I feel for them. They feed us the things we can’t grow ourselves and the pressures are making them sick.
“How can you spend hours out here?” ” where do you get time to look after all this?” I have to. I will be no good to you, my kids, my husband or myself if I don’t herd anxiety & trauma into a stall and close the door so I know it’s corralled for a while. And this time in the barnyard growing food for my family is what let’s me do it. But it’s not all about me.
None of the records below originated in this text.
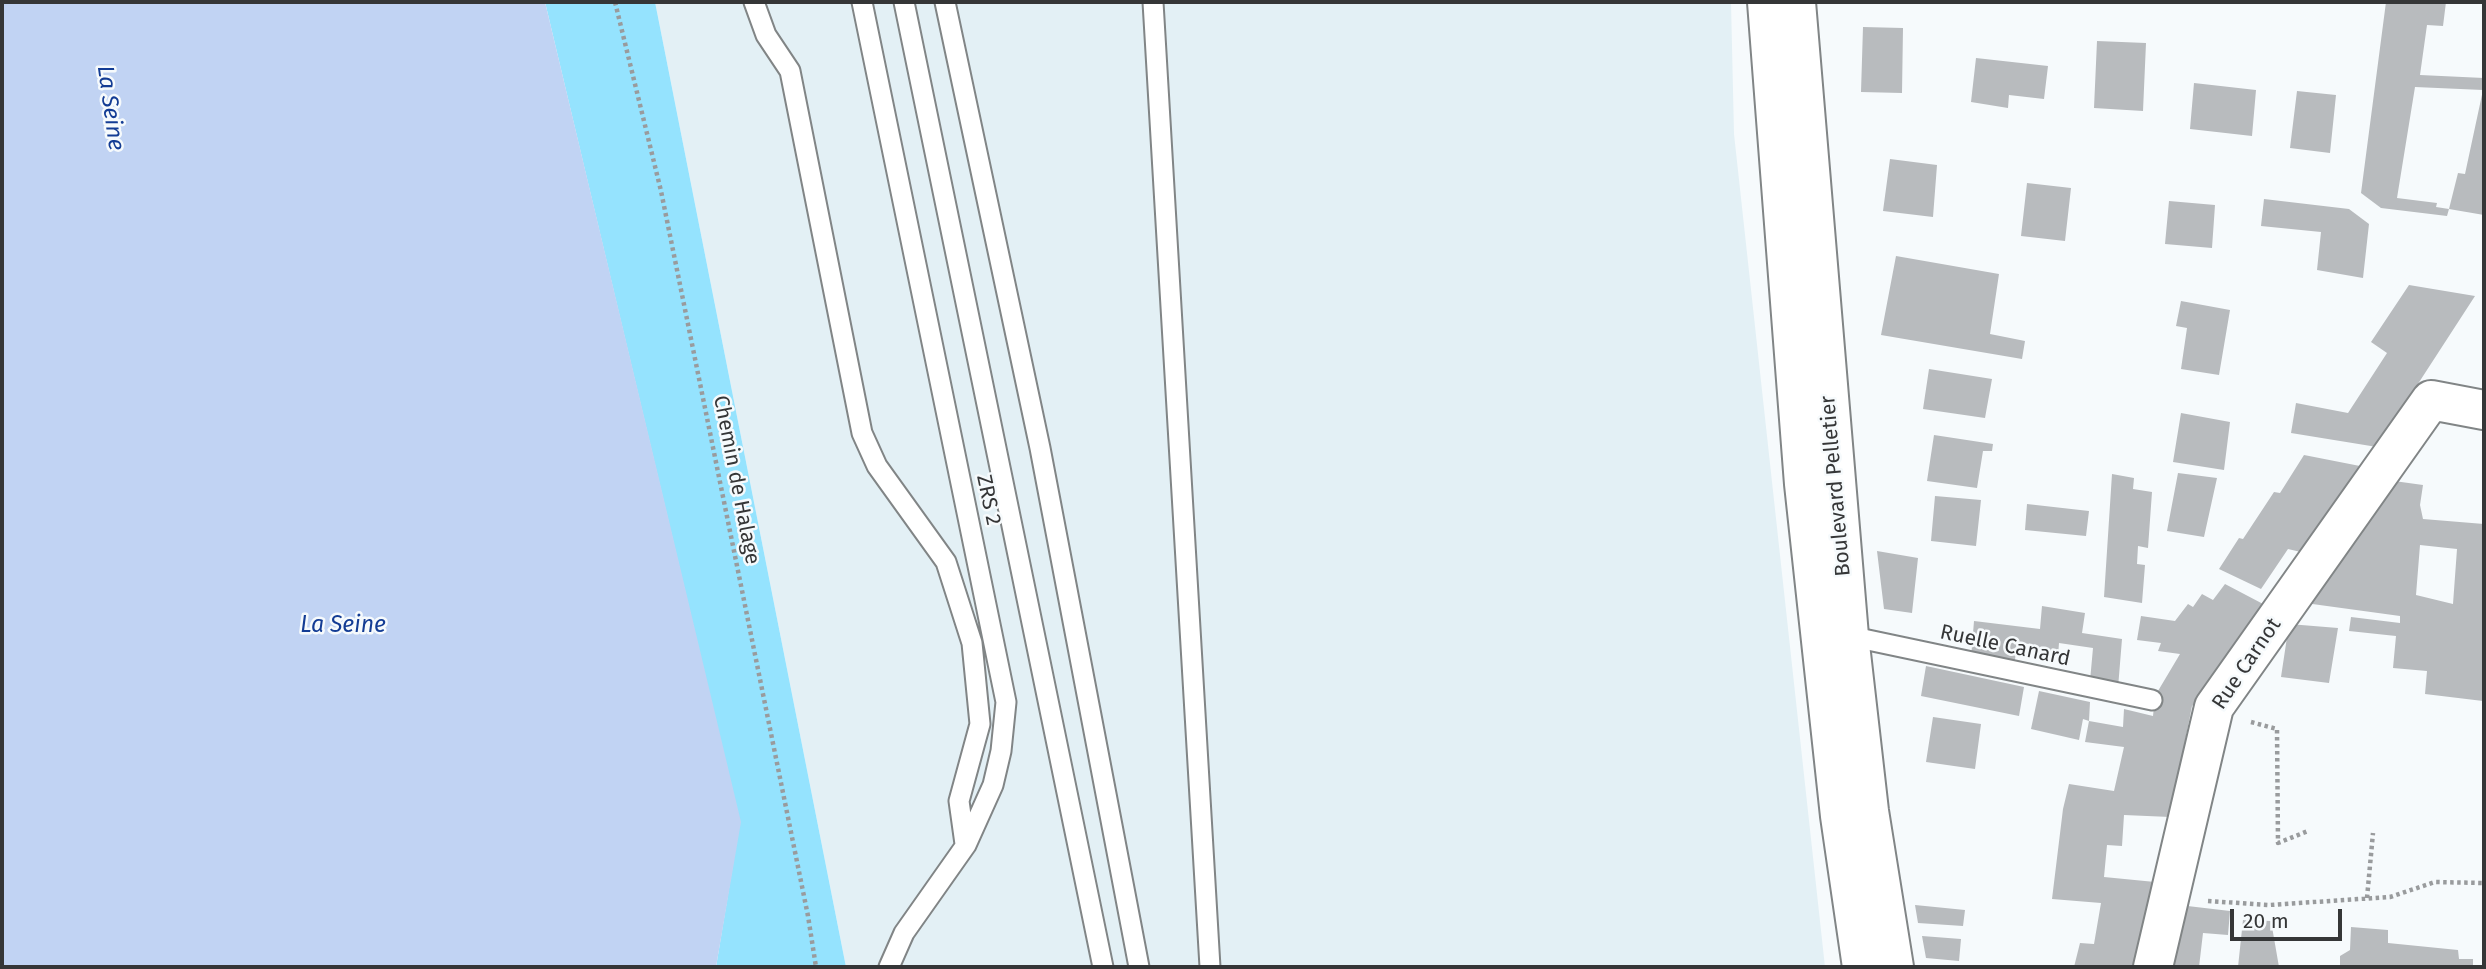 <!DOCTYPE html>
<html>
<head>
<meta charset="utf-8">
<style>
	body { margin:0 }
	#map { position:relative; width:2486px; height:969px; overflow:hidden; background:#f6fafc; font-family:"Fira Sans",sans-serif }
	canvas { display:block }
	.frame { position:absolute; inset:0; border:4px solid #353637; pointer-events:none }
	.scale { position:absolute; left:2230px; top:909px; width:112px; height:32px; box-sizing:border-box; border:4px solid #353637; border-top:0; padding-left:9px; font-size:21px; line-height:24px; white-space:nowrap; color:#353637; -webkit-text-stroke:5px #f6fafc; paint-order:stroke }
</style>
</head>
<body>
<div id="map">
<canvas width="2486" height="969"></canvas>
<div class="frame"></div>
<div class="scale">20 m</div>
</div>
<script>
const ctx = document.querySelector('canvas').getContext('2d');
ctx.lineJoin = 'round';
function paint(path, color) { ctx.fillStyle = color; ctx.fill(path, 'evenodd'); }
const poly = rows => new Path2D(rows.map(r => 'M' + r).join(''));
function trace(path, color, width, dash) { ctx.strokeStyle = color; ctx.lineWidth = width; ctx.lineCap = dash ? 'butt' : 'round'; ctx.setLineDash(dash || []); ctx.stroke(path); }
function label(font, color, halo, rows, align = 'center') {
  ctx.font = font + ' "Fira Sans",sans-serif'; ctx.lineWidth = 5; ctx.setLineDash([]); ctx.textBaseline = 'middle'; ctx.strokeStyle = halo; ctx.fillStyle = color; for (const [text, x, y, turn = 0] of rows) {
    ctx.save(); ctx.translate(x, y); ctx.rotate((+turn || 0) * Math.PI / 180); ctx.textAlign = isNaN(turn) ? turn : align; if (halo) ctx.strokeText(text, 0, 0); ctx.fillText(text, 0, 0); ctx.restore();
  }
}
paint(poly([
	[655,2,1731,2,1734,134,1825,967,846,967]
]), '#e3f0f5');
paint(poly([
	[545,2,655,2,846,967,716,967,740,822]
]), '#95e3fe');
paint(poly([
	[2,2,545,2,741,822,716,967,2,967]
]), '#c1d3f3');
paint(poly([
	[2386,2,2446,2,2443,26,2427,25,2420,75,2484,78,2484,215,2449,209,2447,216,2381,208,2361,193],
	[2415,87,2483,90,2465,174,2458,173,2449,209,2436,207,2437,203,2397,198],
	[1863,27,1903,28,1902,93,1861,92],
	[2097,41,2146,43,2143,111,2094,108],
	[1976,58,2048,66,2044,99,2009,95,2008,108,1971,102],
	[2194,83,2256,90,2252,136,2190,129],
	[2297,91,2336,95,2330,153,2290,148],
	[1890,159,1937,165,1933,217,1883,211],
	[2027,183,2071,188,2065,241,2021,236],
	[2264,199,2349,209,2369,224,2363,278,2317,270,2321,232,2261,226],
	[2169,201,2215,205,2212,248,2165,244],
	[1896,256,1999,274,1990,334,2025,341,2022,359,1881,335],
	[2409,285,2475,296,2377,447,2291,433,2296,403,2348,413,2387,353,2371,342],
	[2181,301,2230,310,2219,375,2181,369,2187,328,2176,326],
	[1929,369,1992,379,1985,418,1923,409],
	[2181,413,2230,422,2224,470,2173,462],
	[1934,435,1993,444,1992,451,1983,451,1977,488,1927,481],
	[2304,455,2365,467,2305,553,2288,549,2261,589,2219,569,2239,538,2243,539,2274,492,2280,493],
	[2178,473,2217,478,2204,537,2167,531],
	[2112,474,2134,478,2133,489,2152,492,2148,548,2138,546,2137,564,2145,565,2142,603,2104,597],
	[2394,481,2423,485,2420,505,2423,519,2484,524,2483,701,2425,694,2427,671,2393,668,2396,636,2349,631,2351,617,2400,623,2400,616,2305,603],
	[2420,545,2457,549,2453,604,2416,595],
	[1935,496,1981,500,1976,546,1931,541],
	[2027,504,2089,511,2086,536,2025,530],
	[1877,551,1918,558,1912,613,1884,609],
	[2225,584,2265,605,2210,690,2192,706,2170,817,2124,815,2122,846,2107,845,2104,877,2155,882,2136,967,2074,967,2080,943,2094,944,2101,903,2052,899,2063,809,2069,784,2114,791,2124,747,2085,742,2089,721,2123,727,2124,709,2153,716,2155,696,2180,654,2158,651,2161,643,2137,640,2141,616,2175,621,2188,604,2193,607,2202,594,2213,600],
	[2042,606,2085,613,2082,633,2122,639,2118,688,2090,681,2093,648,2059,643,2058,656,2029,653,2030,644,2017,643,2014,668,1971,658,1974,621,2040,629],
	[2289,624,2338,628,2329,683,2281,677],
	[1926,666,2024,687,2019,716,1921,696],
	[2039,691,2090,702,2089,721,2083,719,2079,740,2031,729],
	[1933,717,1981,724,1975,769,1926,762],
	[1915,905,1965,910,1963,926,1918,923],
	[2179,905,2230,911,2228,935,2203,933,2199,967,2168,967],
	[2243,920,2271,921,2279,967,2238,967],
	[2351,927,2388,930,2388,943,2458,950,2459,959,2473,959,2473,967,2340,967,2340,956,2350,950],
	[1922,936,1961,939,1959,961,1926,958]
]), '#b8bbbe');
const service = poly([
	[754,2,766,35,790,71,862,433,877,466,946,562,972,643,980,724,959,801,965,844],
	[862,2,1006,702,1001,751,993,785,966,845,904,933,889,967],
	[904,2,1103,967],
	[945,2,1040,448,1139,967],
	[1153,2,1210,967],
	[1849,636,2152,700]
]);
const minor = poly([
	[2153,967,2214,707,2431,400,2484,410]
]);
const secondary = poly([
	[1767,2,1804,484,1840,816,1862,967],
	[1796,2,1849,636,1869,811,1894,967]
]);
trace(service, '#818586', 23);
trace(minor, '#818586', 42);
trace(secondary, '#818586', 42);
trace(poly([
	[615,2,661,191,808,916,816,967],
	[2251,722,2277,729,2278,843,2308,831],
	[2367,898,2373,833],
	[2208,901,2269,905,2390,897,2435,882,2484,883]
]), '#999b9d', 4.5, [3.5, 3.5]);
trace(service, '#fff', 19);
trace(minor, '#fff', 38);
trace(secondary, '#fff', 38);
label('21px', '#353637', '#f6fafc', [
	["Chemin de Halage",736,480,79],
	["Boulevard Pelletier",1836,486,-95],
	["ZRS 2",988,500,78],
	["Ruelle Canard",2005,646,12],
	["Rue Carnot",2247,664,-56]
]);
label('italic 23px', '#133c94', '#f6fafc', [
	["La Seine",110,108,82],
	["La Seine",343,626]
]);
</script>
</body>
</html>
It is also something I have seen first hand with my daughter and her horse as she battled crippling anxiety, post concussion syndrome, trauma and severe depression. We did in home hospital care with an amazing medical team. Her horse and the farm is a huge part of healing and her care, which the doctors encouraged.
Eventually, sometimes it’s 30 minutes sometimes it’s a few hours , I open the stall door re-enter the atmosphere of my life, and come in to the house tired, present, more whole, needing a tea, happy, available for my family and friends, always with a list of more to do tomorrow, and of course, with more stains on my pants.